### LISTED RECORDS:
☆ ☆ ☆ ☆ ☆ ☆ ☆
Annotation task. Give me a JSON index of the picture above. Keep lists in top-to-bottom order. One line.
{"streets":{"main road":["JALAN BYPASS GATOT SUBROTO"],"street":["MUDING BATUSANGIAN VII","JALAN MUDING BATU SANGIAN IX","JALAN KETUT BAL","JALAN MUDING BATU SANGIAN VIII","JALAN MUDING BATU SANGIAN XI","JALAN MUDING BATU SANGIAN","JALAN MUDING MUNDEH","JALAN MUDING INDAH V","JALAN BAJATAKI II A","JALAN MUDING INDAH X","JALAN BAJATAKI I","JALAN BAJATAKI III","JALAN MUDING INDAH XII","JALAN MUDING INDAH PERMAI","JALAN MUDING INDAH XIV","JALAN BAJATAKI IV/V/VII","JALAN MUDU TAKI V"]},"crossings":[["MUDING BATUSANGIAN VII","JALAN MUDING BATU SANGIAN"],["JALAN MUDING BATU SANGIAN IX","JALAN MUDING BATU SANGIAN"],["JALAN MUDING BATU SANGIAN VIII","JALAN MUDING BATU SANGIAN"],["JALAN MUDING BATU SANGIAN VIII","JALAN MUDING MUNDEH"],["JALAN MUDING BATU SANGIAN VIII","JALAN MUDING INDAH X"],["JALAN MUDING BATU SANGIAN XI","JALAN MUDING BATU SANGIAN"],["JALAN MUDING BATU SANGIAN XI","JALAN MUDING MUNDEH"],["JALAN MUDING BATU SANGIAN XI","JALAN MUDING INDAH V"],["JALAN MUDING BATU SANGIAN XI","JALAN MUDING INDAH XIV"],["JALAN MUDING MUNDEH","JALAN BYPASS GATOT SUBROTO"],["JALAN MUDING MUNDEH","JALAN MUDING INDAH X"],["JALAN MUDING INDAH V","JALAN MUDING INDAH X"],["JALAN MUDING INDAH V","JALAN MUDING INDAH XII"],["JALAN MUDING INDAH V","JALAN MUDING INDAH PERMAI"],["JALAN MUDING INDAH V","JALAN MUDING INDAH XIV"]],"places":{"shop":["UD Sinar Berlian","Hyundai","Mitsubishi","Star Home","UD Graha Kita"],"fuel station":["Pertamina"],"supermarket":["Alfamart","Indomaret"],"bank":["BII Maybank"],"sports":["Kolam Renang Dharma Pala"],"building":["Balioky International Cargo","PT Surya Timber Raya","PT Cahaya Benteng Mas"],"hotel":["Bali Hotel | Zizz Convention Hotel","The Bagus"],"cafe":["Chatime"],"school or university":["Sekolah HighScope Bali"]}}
☆ ☆ ☆ ☆ ☆ ☆ ☆
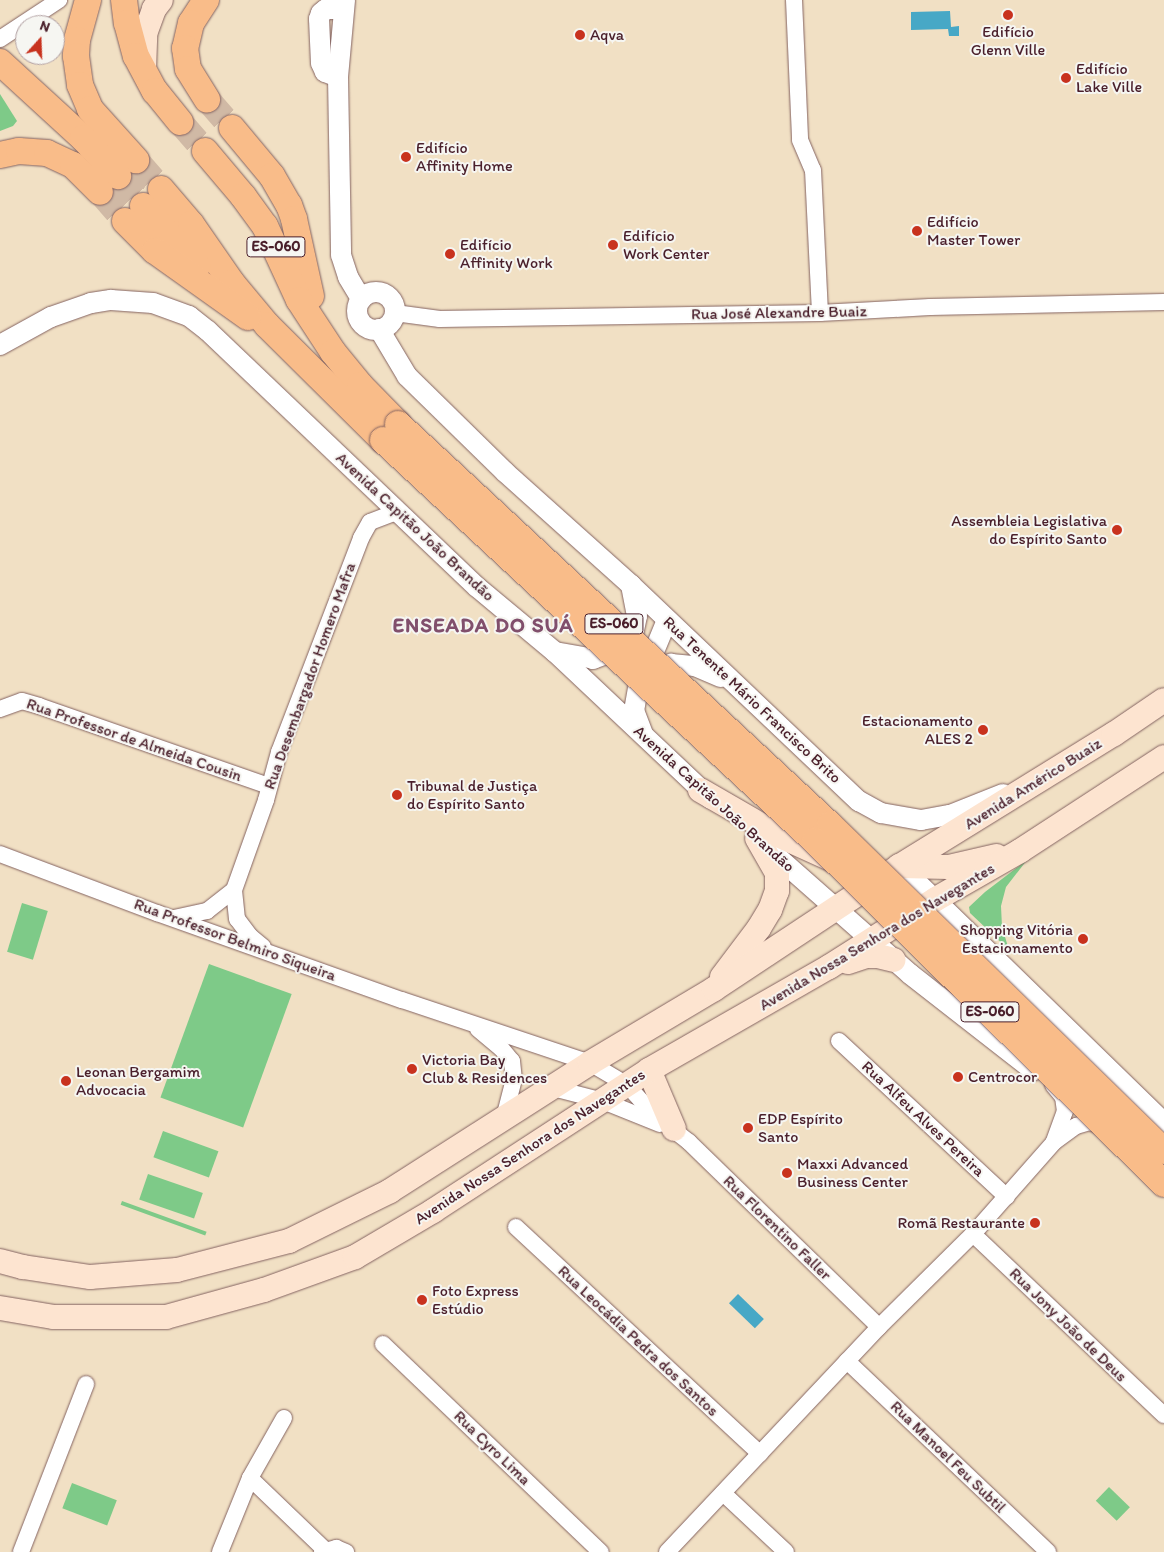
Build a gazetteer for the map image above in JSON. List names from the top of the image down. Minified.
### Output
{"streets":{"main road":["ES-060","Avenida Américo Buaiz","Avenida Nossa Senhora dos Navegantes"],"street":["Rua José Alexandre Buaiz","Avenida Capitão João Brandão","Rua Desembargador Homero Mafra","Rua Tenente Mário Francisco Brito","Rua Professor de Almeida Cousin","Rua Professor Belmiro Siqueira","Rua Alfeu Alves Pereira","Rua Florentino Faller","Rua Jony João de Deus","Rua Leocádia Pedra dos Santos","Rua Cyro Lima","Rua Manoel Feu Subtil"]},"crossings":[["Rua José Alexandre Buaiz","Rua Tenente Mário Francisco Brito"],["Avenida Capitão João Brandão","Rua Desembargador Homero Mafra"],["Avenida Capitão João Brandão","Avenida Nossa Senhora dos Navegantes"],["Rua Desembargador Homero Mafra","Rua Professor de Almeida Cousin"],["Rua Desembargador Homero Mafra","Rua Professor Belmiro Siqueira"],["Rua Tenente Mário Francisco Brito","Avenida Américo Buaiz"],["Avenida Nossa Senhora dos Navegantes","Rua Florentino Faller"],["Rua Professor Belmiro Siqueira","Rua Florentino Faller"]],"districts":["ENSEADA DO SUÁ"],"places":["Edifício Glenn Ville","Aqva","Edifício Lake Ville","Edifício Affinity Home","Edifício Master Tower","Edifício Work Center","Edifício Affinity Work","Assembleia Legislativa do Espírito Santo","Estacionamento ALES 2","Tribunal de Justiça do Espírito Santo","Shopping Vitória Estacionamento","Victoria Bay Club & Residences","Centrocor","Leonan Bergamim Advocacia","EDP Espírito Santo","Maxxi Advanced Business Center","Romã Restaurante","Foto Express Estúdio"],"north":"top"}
☆ ☆ ☆ ☆ ☆ ☆ ☆
Only lines with the string "JSON" are wanted; please find each one in the listing and copy it.

### ANSWER SECTION:
Annotation task. Give me a JSON index of the picture above. Keep lists in top-to-bottom order. One line.
Build a gazetteer for the map image above in JSON. List names from the top of the image down. Minified.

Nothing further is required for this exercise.